Vasil Špir

* 1922

  • “I remember a story from Vyšný Komárnik. A Russian driver was backing up with his truck and hit a land mine. The explosion blew the car to pieces but he was unhurt. He got out of the wreckage and the first thing he asked for was his cap: “Where’s my cap?” He was in shock, he didn’t understand yet what had happened. He didn’t care for his wrecked car but was upset about his lost cap. This was kind of a funny story”

  • “There were about sixty shafts. When we arrived there all that was there were a few shabby shacks. When we were leaving, we were going by train – the prisoners had built a railroad to Vorkuta.

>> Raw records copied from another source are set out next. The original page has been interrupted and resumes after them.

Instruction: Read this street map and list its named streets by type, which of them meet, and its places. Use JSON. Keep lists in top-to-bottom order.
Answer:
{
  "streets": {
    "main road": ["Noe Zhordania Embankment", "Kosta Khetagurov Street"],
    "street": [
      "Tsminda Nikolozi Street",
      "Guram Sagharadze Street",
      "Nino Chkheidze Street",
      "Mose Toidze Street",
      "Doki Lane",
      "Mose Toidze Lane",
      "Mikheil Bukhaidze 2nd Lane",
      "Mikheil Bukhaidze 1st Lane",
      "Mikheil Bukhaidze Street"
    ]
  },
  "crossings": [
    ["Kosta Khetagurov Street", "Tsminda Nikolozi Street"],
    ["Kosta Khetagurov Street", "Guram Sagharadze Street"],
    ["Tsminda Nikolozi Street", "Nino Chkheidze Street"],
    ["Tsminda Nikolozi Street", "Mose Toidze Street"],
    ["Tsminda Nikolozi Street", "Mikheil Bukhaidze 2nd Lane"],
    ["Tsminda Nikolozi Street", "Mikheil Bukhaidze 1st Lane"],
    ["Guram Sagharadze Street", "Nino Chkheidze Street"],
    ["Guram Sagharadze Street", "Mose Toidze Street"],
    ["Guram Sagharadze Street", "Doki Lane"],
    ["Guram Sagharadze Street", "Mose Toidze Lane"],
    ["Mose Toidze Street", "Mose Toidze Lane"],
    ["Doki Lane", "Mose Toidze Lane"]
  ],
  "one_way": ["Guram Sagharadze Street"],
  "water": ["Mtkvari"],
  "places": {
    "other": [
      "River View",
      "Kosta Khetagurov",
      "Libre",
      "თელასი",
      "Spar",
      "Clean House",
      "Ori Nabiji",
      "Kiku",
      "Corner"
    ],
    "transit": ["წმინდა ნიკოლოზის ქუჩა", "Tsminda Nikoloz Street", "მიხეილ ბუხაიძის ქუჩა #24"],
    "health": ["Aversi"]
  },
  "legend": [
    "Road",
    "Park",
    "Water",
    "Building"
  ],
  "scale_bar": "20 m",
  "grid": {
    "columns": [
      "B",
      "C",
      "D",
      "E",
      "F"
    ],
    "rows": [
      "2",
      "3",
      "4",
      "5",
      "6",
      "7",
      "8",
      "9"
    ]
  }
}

So we worked in the shafts till 1942 when the exile government in London requested our release. We were supposed to go to Buzuluk, to the Czechoslovak army.”

  • “At Kiev it wasn’t so bad. It was much worse at Biela Cerekev. We suffered much more there. It was a slaughter and the frost was terrible. When you spit somewhere it froze instantly. I was wounded at Biela Cerekev. It happened on the fourth or so. So they put me in a Russian hospital and after I had recovered I went back to my unit.”

  • “When the order came they gave us new clothes, new trousers – everything was brand new. But when we came to Buzuluk we looked like rags. We changed everything for food because we were given food rations for ten days – it was called “pajok” – but the journey lasted forty days. So we had to steal food wherever we could, usually on the railway stations, where we were stealing millet, rye and wheat. When we were handed out food we cooked. There were trains that were carrying exclusively “zaključonyje” – prisoners.”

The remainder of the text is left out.